In Paris, the teaching of clinical medicine appears at the hospital of Charity under the impulse of the doctor regent Louis Desbois of Rochefort. Appointed doctor as a second at the hospital of Charity in 1780, it opens a medical private clinic and counts among its pupils Jean Nicolas Corvisart. By 1787, Corvisart gives lessons of internal clinical medicine to Charity. It is responsible for the service of general medicine where the patients are received randomly from their arrival, except for venereal, scabious, contagious and incurable ones. Corvisart replaces Desbois of Rochefort deceased, in 1788. Immediately, Corvisart imposes a ranking of the patients by gathering those whose symptoms lead to the same forecast.
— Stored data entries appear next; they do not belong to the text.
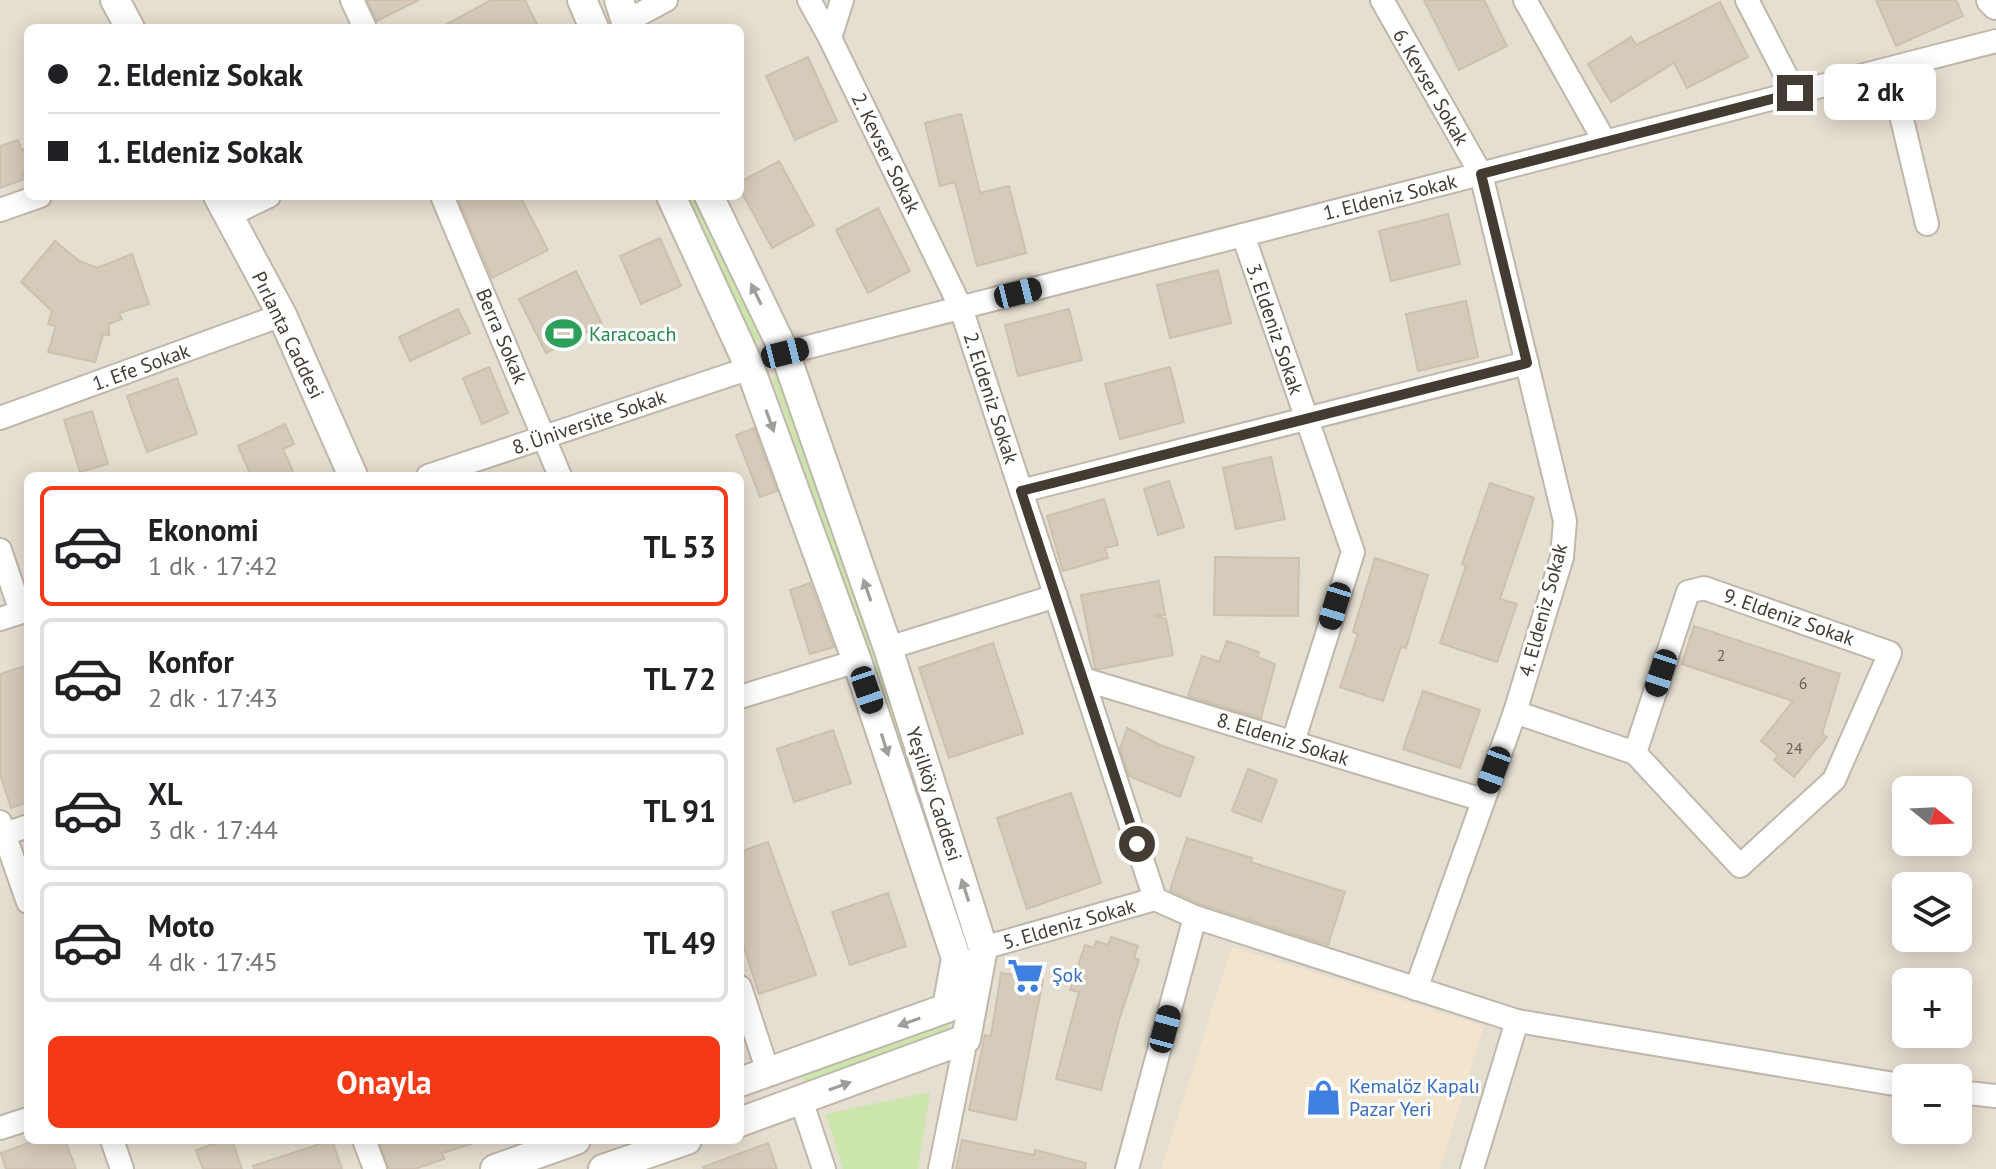 <!DOCTYPE html>
<html lang="tr">
<meta charset="utf-8">
<style>
body{margin:0;font-family:"PT Sans",sans-serif;background:#f2f2f2;color:#202124;height:100vh;display:flex;flex-direction:column;font-size:30px;white-space:nowrap}
*{box-sizing:border-box;margin:0}
p{font-size:26px;color:#757577}
.icon{flex:none;width:44px;height:44px;fill:none;stroke:currentColor;stroke-width:2;stroke-linecap:round;stroke-linejoin:round}
.map{position:relative;flex:1;overflow:hidden}
.sheet{position:absolute;left:24px;top:472px;width:720px;height:672px;display:flex;flex-direction:column;background:#fff;border-radius:12px;box-shadow:0 4px 20px #0003}
.sheet>*{flex:none}
.hud{position:absolute;left:24px;top:24px;width:720px;height:176px;border-radius:12px;box-shadow:0 4px 20px #0003;display:grid;align-content:center;height:176px;padding:0 24px;background:#fff}
.needle{width:52px;rotate:108deg}
.fabs{position:absolute;left:1892px;top:776px;display:grid;gap:16px}
.fabs a{display:grid;place-items:center;width:80px;height:80px;border-radius:12px;background:#fff;box-shadow:0 4px 20px #0003;font-size:40px}
.end{position:absolute;width:36px;height:36px;margin:-18px;border:10px solid #423c33;background:#fff;box-shadow:0 0 0 4px #fff}
.from{border-radius:50%}
.bubble{position:absolute;height:56px;border-radius:12px;background:#fff;box-shadow:0 4px 20px #0003;font-size:26px;font-weight:600;line-height:56px;text-align:center}
.car{position:absolute;width:24px;height:48px;margin:-24px -12px;border-radius:10px;box-shadow:0 0 6px 2px #0007;background:linear-gradient(#222 24%,#8ab4d8 0 40%,#222 0 76%,#8ab4d8 0 86%,#222 0)}
.hud b{display:flex;align-items:center;gap:28px;height:76px;font-size:30px}
.hud b+b{border-top:2px solid #e0e0e0}
.hud i{width:20px;height:20px;background:#202124}
ul{padding:14px 0 0;list-style:none}
li{display:flex;align-items:center;gap:24px;height:120px;margin:0 16px 12px;padding:0 8px;border:4px solid #e0e0e0;border-radius:12px}
li div{flex:1}
li b{display:block;font-size:30px}
li em{font-style:normal;font-weight:600}
li.active{border-color:#f43916}
li>.icon{width:72px;height:72px;stroke-width:1.5}
.button{display:flex;gap:16px;margin-top:auto;padding:16px 24px}
.button a{flex:1;height:92px;border-radius:12px;background:#f43916;color:#fff;font-size:32px;font-weight:600;line-height:92px;text-align:center}
.map>svg:first-child{display:block}
.residential{fill:#e5dfd1;fill-rule:evenodd}
.commercial{fill:#f3e4cd}
.green{fill:#cbe5ac}
.building{fill:#d5cbbb;stroke:#cdc0ac;stroke-width:2}
.lines{fill:none;stroke-linecap:round;stroke-linejoin:round}
.minor-casing{stroke:#bfb7a9;stroke-width:26}
.tertiary-casing{stroke:#bfb7a9;stroke-width:32}
.minor{stroke:#fff;stroke-width:22}
.tertiary{stroke:#fff;stroke-width:28}
.oneway{fill:#a09e99}
.route{stroke:#423c33;stroke-width:10}
.labels{text-anchor:middle;stroke-width:6;stroke-linejoin:round;paint-order:stroke}
.number-label{font-size:16px;fill:#676055}
.street-label{font-size:20px;fill:#423c33;stroke:#fff}
.leisure-label{font-size:20px;fill:#27864d;stroke:#fff;text-anchor:start}
.shop-label{font-size:20px;fill:#366cbe;stroke:#fff;text-anchor:start}
</style>
<div class="map">
<svg width="1996" height="1169" viewBox="0 0 1996 1169">
<rect width="100%" height="100%" fill="#f1ede3"/>
<path class="residential" d="M0,0h1996v1169h-1996zM28,28h712v168h-712zM28,476h712v664h-712zM1906,790h52v52h-52zM1906,886h52v52h-52zM1906,982h52v52h-52zM1906,1078h52v52h-52z"/>
<path class="commercial" d="M1232,947l252,79 -44,143h-279z"/>
<g class="green">
<path d="M686,196h9l66,142 -6,6z"/>
<path d="M778,374l187,533 -7,3 -186,-532z"/>
<path d="M949,1022l1,10 -145,51 -5,-9z"/>
<path d="M930,1092l-12,77h-75l-17,-55z"/>
</g>
<g class="building">
<path d="M367,0h52l-42,21z"/>
<path d="M491,0h34l14,28h-99z"/>
<path d="M1424,0h60l23,46 -48,24z"/>
<path d="M1876,0h80l7,16 -67,30z"/>
<path d="M1720,2l28,55 -61,31 -13,-25 -63,39 -23,-38 43,-27 5,8z"/>
<path d="M808,57l29,64 -42,19 -29,-64z"/>
<path d="M961,114l19,79 29,-7 17,67 -49,13 -22,-84 -15,4 -15,-63z"/>
<path d="M18,140l4,10 6,-2v22l-6,2 3,7 -25,9v-42z"/>
<path d="M779,161l35,64 -42,23 -32,-59v-7z"/>
<path d="M457,196h63l28,54 -56,28z"/>
<path d="M878,208l32,63 -42,22 -32,-63z"/>
<path d="M1448,214l12,50 -69,17 -12,-50z"/>
<path d="M660,238l21,48 -40,18 -21,-48z"/>
<path d="M55,241l24,20 18,7 35,-14 17,50 -30,9 3,6 -13,5v11l-6,-1 -8,28 -47,-10 8,-26 -8,-2 4,-13 -31,-29z"/>
<path d="M1218,270l13,53 -61,15 -13,-53z"/>
<path d="M576,271l26,53 -56,29 -27,-54z"/>
<path d="M1466,301l12,56 -60,14 -12,-57z"/>
<path d="M458,309l12,24 -60,28 -11,-24z"/>
<path d="M1069,309l13,51 -64,16 -13,-51z"/>
<path d="M489,367l19,46 -26,11 -19,-46z"/>
<path d="M1170,367l14,55 -64,17 -15,-55z"/>
<path d="M177,378l20,56 -50,18 -20,-56z"/>
<path d="M92,411l16,53 -28,8 -16,-52z"/>
<path d="M285,424l9,20 -11,5 12,27h-44l-13,-30z"/>
<path d="M754,428l23,63 -17,6 -24,-62z"/>
<path d="M1271,457l14,62 -49,10 -13,-61z"/>
<path d="M1169,481l15,46 -26,8 -14,-46z"/>
<path d="M1490,483l44,15 -34,101 17,5 -20,58 -57,-19 26,-77 -4,-2z"/>
<path d="M1104,499l14,46 -13,3 3,10 -45,13 -16,-55z"/>
<path d="M1215,557l84,1 -1,58 -84,-1z"/>
<path d="M1375,558l53,17 -22,73 -5,-1 -18,54 -43,-14 18,-53 -5,-2z"/>
<path d="M1159,581l6,34h-11l12,4 7,36 -73,14 -5,-1 -14,-73z"/>
<path d="M810,583l24,64 -24,7 -20,-64z"/>
<path d="M1694,626l146,48 -18,60 5,3 -33,40 -20,-17 4,-5 -17,-14 32,-40 -111,-37z"/>
<path d="M1227,641l32,11 -2,5 18,7 -14,54 -73,-22 14,-40 17,6z"/>
<path d="M993,643l30,90 -74,25 -30,-90z"/>
<path d="M28,665v137l-17,6 -11,-34v-100z"/>
<path d="M1423,691l57,19 -20,58 -57,-19z"/>
<path d="M1127,728l33,17 34,12 -14,40 -51,-21 -9,-27z"/>
<path d="M833,730l18,53 -57,19 -17,-53z"/>
<path d="M1248,769l29,11 -16,42 -29,-11z"/>
<path d="M1071,793l30,90 -74,26 -30,-91z"/>
<path d="M1187,838l65,20 -1,4 94,30 -17,53 -128,-41 -30,-14z"/>
<path d="M768,842l48,133 -57,19 -19,-59v-83z"/>
<path d="M888,893l18,53 -56,19 -18,-53z"/>
<path d="M1111,937l27,9 -4,12 5,2 -20,60 -18,70 -45,-11 23,-87 -9,-2 15,-45 9,3 2,-7 12,4z"/>
<path d="M1001,973l42,6 -27,141 -47,-10 16,-75 6,1z"/>
<path d="M37,1140h28l11,29h-70l-5,-16z"/>
<path d="M225,1140h7l10,29h-39l-7,-19z"/>
<path d="M332,1140l10,29h-88l-1,-3z"/>
<path d="M379,1140h91l1,4 -29,9 2,6 -29,10h-26z"/>
<path d="M962,1140l72,15 1,-5 51,13 -1,6h-129z"/>
<path d="M768,1143l9,26h-73l-1,-2z"/>
</g>
<g class="lines">
<defs>
<g id="minor">
<path d="M352,0l13,28"/>
<path d="M809,0l21,38 131,270 194,591"/>
<path d="M1382,0l99,174 84,347 -3,36 -47,155 -99,277"/>
<path d="M1525,0l80,142"/>
<path d="M1747,0l48,93"/>
<path d="M625,22l41,-22"/>
<path d="M830,38l12,-38"/>
<path d="M1890,69l37,155"/>
<path d="M442,196l118,280"/>
<path d="M0,210l40,-14"/>
<path d="M228,216l41,-20"/>
<path d="M1243,235l110,317 -60,190"/>
<path d="M785,353l1211,-312"/>
<path d="M0,418l282,-103"/>
<path d="M428,476l322,-108"/>
<path d="M1021,491l506,-128"/>
<path d="M0,550l21,62"/>
<path d="M0,619l28,-9"/>
<path d="M888,648l168,-52"/>
<path d="M1083,679l400,121"/>
<path d="M740,697l117,-36"/>
<path d="M1515,712l120,41 105,113 94,-86 56,-127 -186,-65 -16,4 -53,161"/>
<path d="M0,822l28,80"/>
<path d="M0,836l28,-10"/>
<path d="M1155,899l40,18 322,104 389,65"/>
<path d="M983,948l172,-49"/>
<path d="M740,987l28,85"/>
<path d="M1958,1092l38,4"/>
<path d="M801,1100l23,69"/>
<path d="M0,1128l28,-9"/>
<path d="M112,1140l10,29"/>
<path d="M364,1140l11,29"/>
<path d="M940,1169l26,-130"/>
<path d="M1127,1169l68,-252"/>
<path d="M1472,1169l45,-148"/>
</g>
<g id="tertiary">
<path d="M115,0l15,28"/>
<path d="M582,0l12,28"/>
<path d="M619,0l9,28"/>
<path d="M1991,0l5,5"/>
<path d="M218,196l64,119 71,161"/>
<path d="M671,196l79,172 107,293 99,297 -9,50 -207,74"/>
<path d="M709,196l76,157 103,295 95,300 -17,91 -226,83"/>
<path d="M495,1169l81,-29"/>
<path d="M603,1169l84,-29"/>
</g>
</defs>
<use href="#minor" class="minor-casing"/>
<use href="#tertiary" class="tertiary-casing"/>
<use href="#minor" class="minor"/>
<use href="#tertiary" class="tertiary"/>
</g>
<defs><path id="oneway-solid" d="M-6-.8H1V-3.2L6.5 0L1 3.2V.8H-6Z" transform="scale(2)"/></defs>
<g class="oneway">
<use href="#oneway-solid" transform="translate(756 294) rotate(-116)"/>
<use href="#oneway-solid" transform="translate(770 421) rotate(70)"/>
<use href="#oneway-solid" transform="translate(867 590) rotate(-109)"/>
<use href="#oneway-solid" transform="translate(885 745) rotate(72)"/>
<use href="#oneway-solid" transform="translate(965 890) rotate(-108)"/>
<use href="#oneway-solid" transform="translate(909 1022) rotate(160)"/>
<use href="#oneway-solid" transform="translate(840 1086) rotate(-20)"/>
</g>
<g class="lines">
<path class="route" d="M1137,844l-116,-353 506,-128 -46,-189 314,-81"/>
</g>
<defs>
<symbol id="stadium-bare" viewBox="-9 -9 18 18"><path d="M0-5a6.5 5 0 1 0 0 10a6.5 5 0 1 0 0-10ZM-3.5-1.8h7v3.6h-7Z" fill="#2e9e5b" stroke="#fff" stroke-width="2.5" paint-order="stroke"/></symbol>
<symbol id="supermarket-bare" viewBox="-9 -9 18 18"><path d="M-6-5.5h2.5l.6 2H6L4.5 2H-2.5L-4.4-4H-6ZM-1.5 3.2a1.3 1.3 0 1 0 .1 0ZM3 3.2a1.3 1.3 0 1 0 .1 0Z" fill="#3f7fe0" stroke="#fff" stroke-width="2.5" paint-order="stroke"/></symbol>
<symbol id="shop-bare" viewBox="-9 -9 18 18"><path d="M-5-2.5h2.3a2.7 3.5 0 0 1 5.4 0H5L5.5 6h-11ZM-1.5-2.5h3a1.5 2.3 0 0 0-3 0Z" fill="#3f7fe0" stroke="#fff" stroke-width="2.5" paint-order="stroke"/></symbol>
</defs>
<g fill-rule="evenodd">
<use href="#stadium-bare" x="538" y="308" width="51" height="51"/>
<use href="#supermarket-bare" x="1000" y="950" width="51" height="51"/>
<use href="#shop-bare" x="1298" y="1072" width="51" height="51"/>
</g>
<g class="labels">
<g class="number-label">
<text x="1721" y="661">2</text>
<text x="1803" y="689">6</text>
<text x="1794" y="754">24</text>
</g>
<g class="street-label">
<text transform="translate(1431 87) rotate(60)" y="7">6. Kevser Sokak</text>
<text transform="translate(886 153) rotate(64)" y="7">2. Kevser Sokak</text>
<text transform="translate(1390 197) rotate(-14)" y="7">1. Eldeniz Sokak</text>
<text transform="translate(1275 329) rotate(71)" y="7">3. Eldeniz Sokak</text>
<text transform="translate(288 335) rotate(64)" y="7">Pırlanta Caddesi</text>
<text transform="translate(502 336) rotate(67)" y="7">Berra Sokak</text>
<text transform="translate(141 367) rotate(-20)" y="7">1. Efe Sokak</text>
<text transform="translate(991 398) rotate(72)" y="7">2. Eldeniz Sokak</text>
<text transform="translate(589 422) rotate(-19)" y="7">8. Üniversite Sokak</text>
<text transform="translate(1543 610) rotate(-75)" y="7">4. Eldeniz Sokak</text>
<text transform="translate(1789 617) rotate(19)" y="7">9. Eldeniz Sokak</text>
<text transform="translate(1283 739) rotate(17)" y="7">8. Eldeniz Sokak</text>
<text transform="translate(934 794) rotate(72)" y="7">Yeşilköy Caddesi</text>
<text transform="translate(1069 924) rotate(-16)" y="7">5. Eldeniz Sokak</text>
</g>
<g class="leisure-label">
<text x="589" y="341">Karacoach</text>
</g>
<g class="shop-label">
<text x="1052" y="982">Şok</text>
<text x="1349" y="1093">Kemalöz Kapalı<tspan x="1349" dy="23">Pazar Yeri</tspan></text>
</g>
</g>
</svg>
<div class="fabs">
<a><svg class="needle" viewBox="-14 -14 28 28"><path d="M0-13l5 13h-10z" fill="#e53935"/><path d="M0 13l5-13h-10z" fill="#757577"/></svg></a>
<a><svg class="icon" aria-label="layers" viewBox="0 0 24 24"><path d="M12 4l9 5-9 5-9-5zM3 14l9 5 9-5"/></svg></a>
<a>+</a>
<a>−</a>
</div>
<i class="end from" style="left:1137px;top:844px"></i>
<i class="end" style="left:1795px;top:93px"></i>
<div class="bubble" style="left:1824px;top:64px;width:112px">2 dk</div>
<i class="car" style="left:1018px;top:293px;rotate:76deg"></i>
<i class="car" style="left:785px;top:353px;rotate:76deg"></i>
<i class="car" style="left:1335px;top:606px;rotate:197deg"></i>
<i class="car" style="left:1661px;top:673px;rotate:198deg"></i>
<i class="car" style="left:867px;top:690px;rotate:161deg"></i>
<i class="car" style="left:1494px;top:770px;rotate:200deg"></i>
<i class="car" style="left:1165px;top:1029px;rotate:15deg"></i>
<div class="hud">
<b><i class="from"></i>2. Eldeniz Sokak</b>
<b><i></i>1. Eldeniz Sokak</b>
</div>
<section class="sheet">
<ul>
<li class="active"><svg class="icon" aria-label="car" viewBox="0 0 24 24"><path d="M5 17H2v-5l4-1 3-4h7l3 4 3 1v5h-3M9 17h6M6 11h13"/><circle cx="7" cy="17" r="2"/><circle cx="17" cy="17" r="2"/></svg><div><b>Ekonomi</b><p>1 dk · 17:42</p></div><em>TL 53</em></li>
<li><svg class="icon" aria-label="car" viewBox="0 0 24 24"><path d="M5 17H2v-5l4-1 3-4h7l3 4 3 1v5h-3M9 17h6M6 11h13"/><circle cx="7" cy="17" r="2"/><circle cx="17" cy="17" r="2"/></svg><div><b>Konfor</b><p>2 dk · 17:43</p></div><em>TL 72</em></li>
<li><svg class="icon" aria-label="car" viewBox="0 0 24 24"><path d="M5 17H2v-5l4-1 3-4h7l3 4 3 1v5h-3M9 17h6M6 11h13"/><circle cx="7" cy="17" r="2"/><circle cx="17" cy="17" r="2"/></svg><div><b>XL</b><p>3 dk · 17:44</p></div><em>TL 91</em></li>
<li><svg class="icon" aria-label="car" viewBox="0 0 24 24"><path d="M5 17H2v-5l4-1 3-4h7l3 4 3 1v5h-3M9 17h6M6 11h13"/><circle cx="7" cy="17" r="2"/><circle cx="17" cy="17" r="2"/></svg><div><b>Moto</b><p>4 dk · 17:45</p></div><em>TL 49</em></li>
</ul>
<div class="button"><a>Onayla</a></div>
</section>
</div>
Practical teaching is the principal vector of the bases of clinical medicine. In addition to the fact of contributing to progress of medical science, the private clinic allows improvements in education of the young doctors.  

CONCLUSION

At the end of this article, the role of Jean Colombier appears determining to define and sit the place of the doctors within the civil hospital structure at the 18th century in Paris. The ambition of Colombier is to regulate and organize the hospital medical department. While contributing to exclude the Sisters from the therapeutic decisions and to restrict their field of intervention, Colombier takes part in the movement of medicalization of the hospital. Mainstay of the policy of assistance controlled by Jacques Necker, Colombier operates the connection between the administrative power and the medical professional skills. This individual course influences the “docteurs regents, a Parisian medical elite, which it makes it possible to reappropriate hospital space, to make of it a place of professional exercise and formation to practical medicine.